🤖 AI Summary
This paper addresses the challenge of optimizing constrained nonlinear black-box functions—lacking closed-form expressions—for real-time robot trajectory and control optimization.
Method: We propose a model-free gradient-based optimization framework that uniquely integrates first-order gradient line search with a priority-aware constraint-handling mechanism based on null-space projection of the constraint Jacobian, requiring neither analytical gradients nor system derivatives. The method supports generic black-box function interfaces and is implemented efficiently in C++.

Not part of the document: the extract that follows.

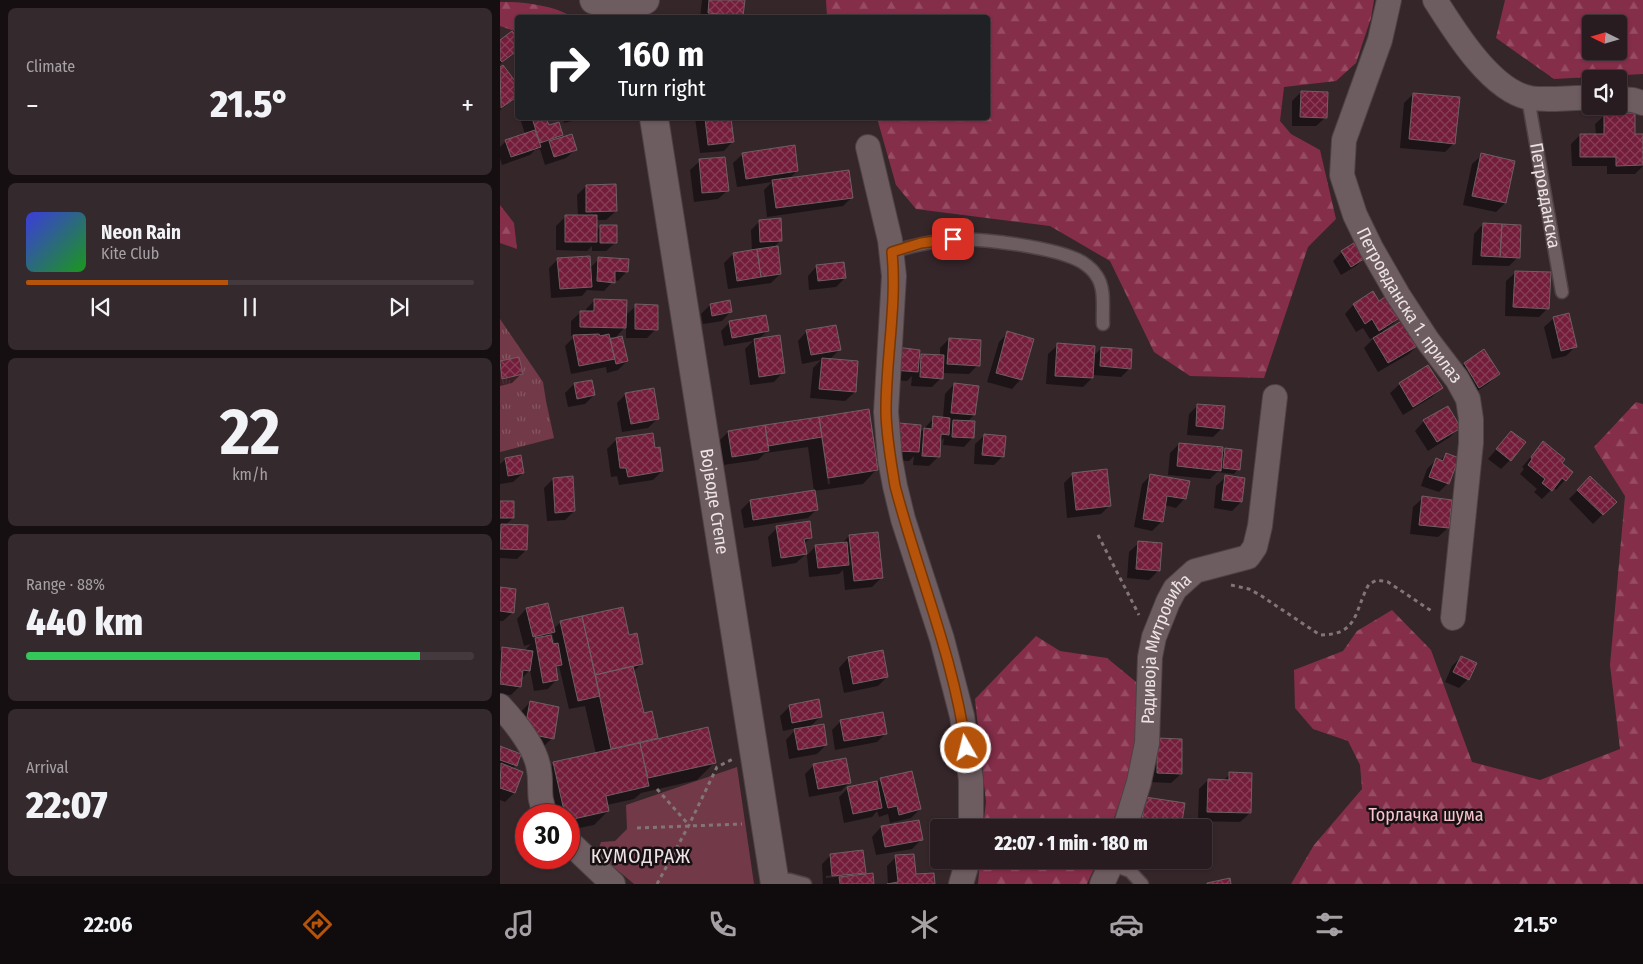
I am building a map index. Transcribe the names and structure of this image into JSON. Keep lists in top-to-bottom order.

Contributions/Results: (1) It achieves strict feasibility and high computational efficiency, overcoming traditional limitations that require explicit modeling or higher-order derivatives; (2) it delivers real-time performance—converging in milliseconds—across diverse robot dynamics and motion planning tasks; (3) an open-source implementation includes representative numerical experiments and standardized robotics benchmarks, demonstrating strong generalizability and engineering practicality.
📝 Abstract
This paper presents a numerical function optimization framework designed for constrained optimization problems in robotics. The tool is designed with real-time considerations and is suitable for online trajectory and control input optimization problems. The proposed framework does not require any analytical representation of the problem and works with constrained block-box optimization functions. The method combines first-order gradient-based line search algorithms with constraint prioritization through nullspace projections onto constraint Jacobian space. The tool is implemented in C++ and provided online for community use, along with some numerical and robotic example implementations presented in this paper.